Abstract
Background
Incidence of Pancreatic Neuroendocrine Tumors (PNET) has increased in recent decades. In navigating health diagnoses like pNETs, patients are increasingly turning to the internet for information. This study aims to provide a comprehensive overview of Patient Education Materials (PEMs) specific to pNETs using 6 primary criteria for evaluation: Quality, Understandability, Actionability, Readability, Comprehensiveness/Adherence to clinical guidelines, and Accountability.
Methods
36 unique web pages were selected using 9 different web browser/search engine combinations. Quality was evaluated using the DISCERN instrument, understandability and actionability with the PEMAT-P tool, readability with the Flesch-Kincaid Reading Ease algorithm, and comprehensiveness/adherence to clinical guidelines and accountability with author generated criteria.
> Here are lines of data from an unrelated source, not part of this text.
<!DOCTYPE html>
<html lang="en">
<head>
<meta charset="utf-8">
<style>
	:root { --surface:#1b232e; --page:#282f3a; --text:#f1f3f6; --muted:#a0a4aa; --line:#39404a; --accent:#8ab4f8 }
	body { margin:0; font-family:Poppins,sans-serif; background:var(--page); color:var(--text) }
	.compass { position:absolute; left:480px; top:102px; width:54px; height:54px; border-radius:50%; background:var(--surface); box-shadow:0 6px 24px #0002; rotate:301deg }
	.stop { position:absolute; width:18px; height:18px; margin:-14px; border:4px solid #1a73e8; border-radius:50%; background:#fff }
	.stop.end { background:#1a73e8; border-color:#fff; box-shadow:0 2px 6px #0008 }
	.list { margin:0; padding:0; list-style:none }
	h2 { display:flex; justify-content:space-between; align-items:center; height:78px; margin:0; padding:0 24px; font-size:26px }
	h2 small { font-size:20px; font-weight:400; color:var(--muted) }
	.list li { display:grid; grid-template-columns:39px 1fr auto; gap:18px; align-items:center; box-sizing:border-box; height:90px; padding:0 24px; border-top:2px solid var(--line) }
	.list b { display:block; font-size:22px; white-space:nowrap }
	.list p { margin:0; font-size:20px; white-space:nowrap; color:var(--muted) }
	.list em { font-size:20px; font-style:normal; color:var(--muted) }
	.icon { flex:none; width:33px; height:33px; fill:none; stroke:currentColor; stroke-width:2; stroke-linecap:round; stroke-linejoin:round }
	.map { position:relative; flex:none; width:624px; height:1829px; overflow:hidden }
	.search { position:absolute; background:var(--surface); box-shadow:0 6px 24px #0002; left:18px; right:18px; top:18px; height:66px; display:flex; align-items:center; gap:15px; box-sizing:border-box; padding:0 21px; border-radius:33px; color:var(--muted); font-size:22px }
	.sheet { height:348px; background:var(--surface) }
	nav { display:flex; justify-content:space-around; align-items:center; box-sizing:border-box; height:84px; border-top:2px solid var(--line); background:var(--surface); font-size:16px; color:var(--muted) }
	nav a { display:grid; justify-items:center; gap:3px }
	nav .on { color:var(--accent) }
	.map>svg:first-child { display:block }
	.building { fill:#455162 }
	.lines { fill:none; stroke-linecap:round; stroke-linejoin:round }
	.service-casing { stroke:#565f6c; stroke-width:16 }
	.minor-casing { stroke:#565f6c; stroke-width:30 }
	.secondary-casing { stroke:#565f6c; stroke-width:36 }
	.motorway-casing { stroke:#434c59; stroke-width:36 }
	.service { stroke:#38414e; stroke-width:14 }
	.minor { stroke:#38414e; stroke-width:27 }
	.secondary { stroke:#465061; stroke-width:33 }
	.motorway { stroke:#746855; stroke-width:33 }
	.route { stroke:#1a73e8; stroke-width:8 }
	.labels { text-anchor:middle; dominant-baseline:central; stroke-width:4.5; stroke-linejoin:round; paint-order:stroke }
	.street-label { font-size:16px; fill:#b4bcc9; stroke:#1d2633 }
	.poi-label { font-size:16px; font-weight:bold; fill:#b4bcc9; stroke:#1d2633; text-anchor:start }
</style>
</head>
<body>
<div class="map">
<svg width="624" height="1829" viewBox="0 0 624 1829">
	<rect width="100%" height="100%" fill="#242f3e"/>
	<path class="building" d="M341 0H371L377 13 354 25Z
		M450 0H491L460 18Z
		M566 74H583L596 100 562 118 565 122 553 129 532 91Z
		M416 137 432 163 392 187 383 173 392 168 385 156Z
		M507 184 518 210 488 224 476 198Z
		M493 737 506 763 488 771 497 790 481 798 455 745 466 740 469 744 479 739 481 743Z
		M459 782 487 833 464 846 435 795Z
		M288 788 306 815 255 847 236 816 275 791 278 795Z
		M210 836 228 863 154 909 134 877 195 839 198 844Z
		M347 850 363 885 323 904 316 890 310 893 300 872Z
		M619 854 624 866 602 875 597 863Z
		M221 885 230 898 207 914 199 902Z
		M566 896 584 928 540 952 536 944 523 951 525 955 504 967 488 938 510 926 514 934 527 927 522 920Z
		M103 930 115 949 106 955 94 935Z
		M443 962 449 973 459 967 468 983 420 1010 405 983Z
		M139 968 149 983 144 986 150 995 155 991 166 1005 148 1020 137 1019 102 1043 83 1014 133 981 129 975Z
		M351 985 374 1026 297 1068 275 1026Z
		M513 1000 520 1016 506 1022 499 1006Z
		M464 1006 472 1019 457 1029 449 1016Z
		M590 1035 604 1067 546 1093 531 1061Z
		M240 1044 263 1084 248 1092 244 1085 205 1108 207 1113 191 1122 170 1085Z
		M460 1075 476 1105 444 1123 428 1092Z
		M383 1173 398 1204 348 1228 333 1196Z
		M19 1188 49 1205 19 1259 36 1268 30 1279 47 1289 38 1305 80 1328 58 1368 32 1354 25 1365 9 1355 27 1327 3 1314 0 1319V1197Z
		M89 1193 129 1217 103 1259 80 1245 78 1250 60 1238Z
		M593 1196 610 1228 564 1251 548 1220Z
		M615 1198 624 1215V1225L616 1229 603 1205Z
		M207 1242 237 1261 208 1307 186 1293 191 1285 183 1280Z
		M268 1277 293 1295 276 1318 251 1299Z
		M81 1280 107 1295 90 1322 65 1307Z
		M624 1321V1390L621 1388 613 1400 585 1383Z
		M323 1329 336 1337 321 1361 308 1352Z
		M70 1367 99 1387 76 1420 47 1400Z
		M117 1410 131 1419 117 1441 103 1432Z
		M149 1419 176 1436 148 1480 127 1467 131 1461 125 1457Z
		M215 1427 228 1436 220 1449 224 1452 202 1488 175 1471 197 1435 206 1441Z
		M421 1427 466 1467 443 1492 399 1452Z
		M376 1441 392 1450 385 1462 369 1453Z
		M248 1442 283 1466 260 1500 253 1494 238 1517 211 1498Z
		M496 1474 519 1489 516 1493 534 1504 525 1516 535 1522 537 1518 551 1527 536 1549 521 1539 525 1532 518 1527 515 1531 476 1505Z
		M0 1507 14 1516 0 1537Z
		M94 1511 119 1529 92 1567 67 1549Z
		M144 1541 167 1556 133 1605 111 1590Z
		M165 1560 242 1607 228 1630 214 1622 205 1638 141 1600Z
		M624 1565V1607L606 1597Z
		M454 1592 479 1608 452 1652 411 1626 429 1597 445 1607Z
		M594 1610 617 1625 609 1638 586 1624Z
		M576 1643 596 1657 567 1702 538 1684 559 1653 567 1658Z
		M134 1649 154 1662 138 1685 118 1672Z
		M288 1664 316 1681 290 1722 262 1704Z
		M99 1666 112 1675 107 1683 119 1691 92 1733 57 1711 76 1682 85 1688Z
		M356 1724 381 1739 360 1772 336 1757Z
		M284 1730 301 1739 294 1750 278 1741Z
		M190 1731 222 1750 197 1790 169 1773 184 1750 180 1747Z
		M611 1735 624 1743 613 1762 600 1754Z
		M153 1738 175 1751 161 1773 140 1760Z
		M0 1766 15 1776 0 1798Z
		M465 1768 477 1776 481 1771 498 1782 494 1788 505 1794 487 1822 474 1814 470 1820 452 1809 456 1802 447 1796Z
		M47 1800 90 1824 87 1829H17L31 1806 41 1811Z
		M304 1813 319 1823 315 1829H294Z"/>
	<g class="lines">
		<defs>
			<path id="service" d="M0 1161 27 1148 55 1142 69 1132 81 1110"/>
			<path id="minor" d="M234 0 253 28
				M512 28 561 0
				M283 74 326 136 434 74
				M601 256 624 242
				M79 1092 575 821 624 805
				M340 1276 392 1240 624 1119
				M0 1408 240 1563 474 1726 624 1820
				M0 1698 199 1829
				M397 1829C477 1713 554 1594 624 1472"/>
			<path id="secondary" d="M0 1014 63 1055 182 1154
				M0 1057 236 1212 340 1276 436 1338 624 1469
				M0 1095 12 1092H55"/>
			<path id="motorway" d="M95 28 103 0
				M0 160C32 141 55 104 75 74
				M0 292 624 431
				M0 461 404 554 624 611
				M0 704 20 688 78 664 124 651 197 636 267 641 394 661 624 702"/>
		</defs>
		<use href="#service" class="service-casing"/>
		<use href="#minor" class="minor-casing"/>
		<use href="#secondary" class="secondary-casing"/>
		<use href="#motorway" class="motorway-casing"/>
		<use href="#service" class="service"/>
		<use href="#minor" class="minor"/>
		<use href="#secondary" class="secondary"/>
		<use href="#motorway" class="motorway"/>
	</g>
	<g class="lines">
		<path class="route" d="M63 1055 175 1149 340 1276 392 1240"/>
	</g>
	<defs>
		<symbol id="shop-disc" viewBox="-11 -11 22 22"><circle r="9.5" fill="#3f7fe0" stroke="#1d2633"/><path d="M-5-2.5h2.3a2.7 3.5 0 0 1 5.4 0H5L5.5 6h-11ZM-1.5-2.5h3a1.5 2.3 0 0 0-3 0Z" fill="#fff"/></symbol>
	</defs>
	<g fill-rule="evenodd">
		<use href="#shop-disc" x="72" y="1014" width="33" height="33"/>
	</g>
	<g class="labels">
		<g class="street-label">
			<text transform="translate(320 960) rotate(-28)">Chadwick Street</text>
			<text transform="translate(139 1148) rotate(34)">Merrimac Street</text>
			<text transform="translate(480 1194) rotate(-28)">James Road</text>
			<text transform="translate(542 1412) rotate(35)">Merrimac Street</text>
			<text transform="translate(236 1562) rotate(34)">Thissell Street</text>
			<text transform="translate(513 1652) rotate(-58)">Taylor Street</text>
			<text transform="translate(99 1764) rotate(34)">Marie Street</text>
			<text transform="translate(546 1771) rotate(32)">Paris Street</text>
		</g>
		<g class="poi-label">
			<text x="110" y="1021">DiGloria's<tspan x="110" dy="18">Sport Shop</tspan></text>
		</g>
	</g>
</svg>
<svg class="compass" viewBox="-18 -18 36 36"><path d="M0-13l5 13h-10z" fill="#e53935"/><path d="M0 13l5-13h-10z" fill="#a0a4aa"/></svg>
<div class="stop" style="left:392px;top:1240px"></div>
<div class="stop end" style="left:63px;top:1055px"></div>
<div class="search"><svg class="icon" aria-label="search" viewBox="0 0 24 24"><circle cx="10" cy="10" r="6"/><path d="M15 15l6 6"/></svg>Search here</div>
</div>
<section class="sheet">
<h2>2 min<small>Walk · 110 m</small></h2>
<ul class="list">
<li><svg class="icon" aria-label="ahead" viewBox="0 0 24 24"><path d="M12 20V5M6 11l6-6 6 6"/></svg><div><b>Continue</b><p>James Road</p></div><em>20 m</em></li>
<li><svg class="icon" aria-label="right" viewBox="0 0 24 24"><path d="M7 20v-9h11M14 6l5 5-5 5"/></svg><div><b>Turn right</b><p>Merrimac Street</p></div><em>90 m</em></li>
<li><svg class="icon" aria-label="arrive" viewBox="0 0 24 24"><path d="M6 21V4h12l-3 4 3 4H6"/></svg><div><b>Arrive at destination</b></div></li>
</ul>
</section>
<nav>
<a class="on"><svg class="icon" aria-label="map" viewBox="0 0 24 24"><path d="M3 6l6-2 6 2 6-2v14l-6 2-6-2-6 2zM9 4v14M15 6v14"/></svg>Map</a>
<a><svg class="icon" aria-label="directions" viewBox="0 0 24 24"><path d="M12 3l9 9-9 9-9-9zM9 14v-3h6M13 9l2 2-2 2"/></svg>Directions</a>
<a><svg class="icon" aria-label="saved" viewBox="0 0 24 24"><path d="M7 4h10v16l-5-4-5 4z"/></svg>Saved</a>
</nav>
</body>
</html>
Scores were categorized based on affiliation to either a foundation, academic, or commercial publishing source, and by search position.
Results
Of the 36 web pages evaluated, 8 were published by foundations, 23 by academic sources and 5 by commercial sources. The mean understandability score for all sources using PEMAT-P was 75.45% (SD 10.89%), and actionability was 19.44% (SD 25.25%). The mean Flesch-Kincaid Reading Ease Score for all sources was 46.11 (SD 12.71), equivalent to a college reading level. Additionally, significant differences were found between the accountability scores for foundation (mean 1.75, SD 1.75), academic (mean 0.87, SD 1.49), and commercial (mean 3.2, SD 0.82) categories.
Discussion
This study reveals many shortcomings of online PEMs for PNETs, including average reading grade level and PEMAT-P actionability scores well below recommended standards. Academic web pages also demonstrated the lowest accountability scores to a statistically significant degree, indicating a need for that category of sources to increase transparency on author information and sources.